NEW ORLEANS (WVUE) - “It’s the furthest we’ve come in 11 years in this (Code Enforcement) process,” Lakeview homeowner Connie Uddo said. Uddo was one of several Lakeview neighbors who called the ruling at a Code Enforcement hearing Monday a big win.
“We’ve been attending.. I believe this is the 12th (Code Enforcement) hearing. My dad has attended all of them.. and got some good news today,” Brigette Starr said. Starr lives next door to a vacant home and nuisance pool.
On Monday, the Code Enforcement hearing officer ruled in favor of the City, fining the property owner, Frances Musacchia the maximum $500 fine for each of the seven Code Enforcement violations, from the swimming pool to the fences and walls around it that aren’t maintained, concerns that have been laid out in a series of FOX 8 Defenders reports since November of 2017. The hearing officer also ruled to allow the city to fill in the pool.
Uddo called it a stagnant swamp. “The pool is not just a nuisance, it’s an imminent health hazard,” she said. Neighbors who packed the hearing expressed worries about West Nile Virus and the fear a child could get on the property, especially through a now gaping hole in the brick fence that surrounds the pool.
Before the ruling, the homeowner gave her side, claiming the City has road-blocked her. “The city pulled the Entergy permit, and that’s what happened. That’s why there’s no electricity there. Why the city pulled it, you need to ask Safety and Permits. I can’t get an answer from anyone over there,” Musacchia said.

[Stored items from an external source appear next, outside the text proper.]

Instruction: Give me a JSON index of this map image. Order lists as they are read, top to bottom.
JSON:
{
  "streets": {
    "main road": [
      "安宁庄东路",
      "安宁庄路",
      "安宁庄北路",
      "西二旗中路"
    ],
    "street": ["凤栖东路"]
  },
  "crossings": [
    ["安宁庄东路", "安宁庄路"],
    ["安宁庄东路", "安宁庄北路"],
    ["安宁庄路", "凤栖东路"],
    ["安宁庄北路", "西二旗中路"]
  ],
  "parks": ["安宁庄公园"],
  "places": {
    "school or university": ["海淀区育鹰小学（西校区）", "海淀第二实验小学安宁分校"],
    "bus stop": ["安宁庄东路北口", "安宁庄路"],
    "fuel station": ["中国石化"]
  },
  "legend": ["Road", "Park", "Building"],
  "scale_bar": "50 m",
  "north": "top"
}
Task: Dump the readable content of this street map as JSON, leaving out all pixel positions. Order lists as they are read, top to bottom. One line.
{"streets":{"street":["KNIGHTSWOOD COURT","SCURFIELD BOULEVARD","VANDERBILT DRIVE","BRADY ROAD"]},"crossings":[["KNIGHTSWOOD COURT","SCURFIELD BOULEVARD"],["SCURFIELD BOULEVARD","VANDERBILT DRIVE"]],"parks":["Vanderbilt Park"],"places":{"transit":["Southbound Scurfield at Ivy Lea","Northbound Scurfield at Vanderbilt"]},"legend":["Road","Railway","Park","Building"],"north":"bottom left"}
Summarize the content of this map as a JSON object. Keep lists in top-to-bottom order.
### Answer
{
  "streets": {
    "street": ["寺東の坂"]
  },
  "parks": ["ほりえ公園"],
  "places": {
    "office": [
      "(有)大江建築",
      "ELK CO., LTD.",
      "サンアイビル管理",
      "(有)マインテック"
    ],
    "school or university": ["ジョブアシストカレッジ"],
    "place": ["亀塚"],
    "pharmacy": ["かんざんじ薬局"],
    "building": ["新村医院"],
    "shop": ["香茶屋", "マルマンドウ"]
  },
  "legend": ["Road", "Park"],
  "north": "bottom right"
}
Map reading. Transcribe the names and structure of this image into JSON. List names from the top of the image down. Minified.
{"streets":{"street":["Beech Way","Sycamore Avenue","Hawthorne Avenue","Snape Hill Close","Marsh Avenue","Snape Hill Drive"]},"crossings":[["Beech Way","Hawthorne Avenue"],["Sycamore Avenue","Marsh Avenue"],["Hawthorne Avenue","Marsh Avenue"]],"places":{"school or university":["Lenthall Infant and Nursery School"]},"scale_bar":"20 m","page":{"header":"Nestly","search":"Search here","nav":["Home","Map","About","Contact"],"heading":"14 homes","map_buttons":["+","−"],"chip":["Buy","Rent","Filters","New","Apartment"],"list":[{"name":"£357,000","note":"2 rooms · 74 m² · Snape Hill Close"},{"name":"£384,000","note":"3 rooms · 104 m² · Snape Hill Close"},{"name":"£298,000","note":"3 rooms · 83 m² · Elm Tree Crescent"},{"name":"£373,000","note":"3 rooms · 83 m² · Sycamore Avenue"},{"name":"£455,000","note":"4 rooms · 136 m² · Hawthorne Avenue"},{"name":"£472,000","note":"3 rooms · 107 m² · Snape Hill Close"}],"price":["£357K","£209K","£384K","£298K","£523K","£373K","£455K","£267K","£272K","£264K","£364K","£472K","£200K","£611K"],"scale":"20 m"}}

Wanting to get answers from the Department of Safety and Permits, the hearing officer took a short recess until the department director arrived.
“I’ve tried to call you numerous times since July of this year. I’m not even gonna bring up the 2016 version how you call us, but we can never call you ok,” Safety and Permits Director Zachary Smith said. “We try. The Department of Safety and Permits, the Office of Code Enforcement, the City of New Orleans tries to help you, and you refuse to help yourself,” he said.
Smith explained that the property has to be renovated legally to get electrical service. “Until you have a valid construction permit from my office, you will not get any electrical service back at that property. Until you have an actual certificate of occupancy from my office signed by me you will not get a permitted meter at that property,” Smith told Musacchia.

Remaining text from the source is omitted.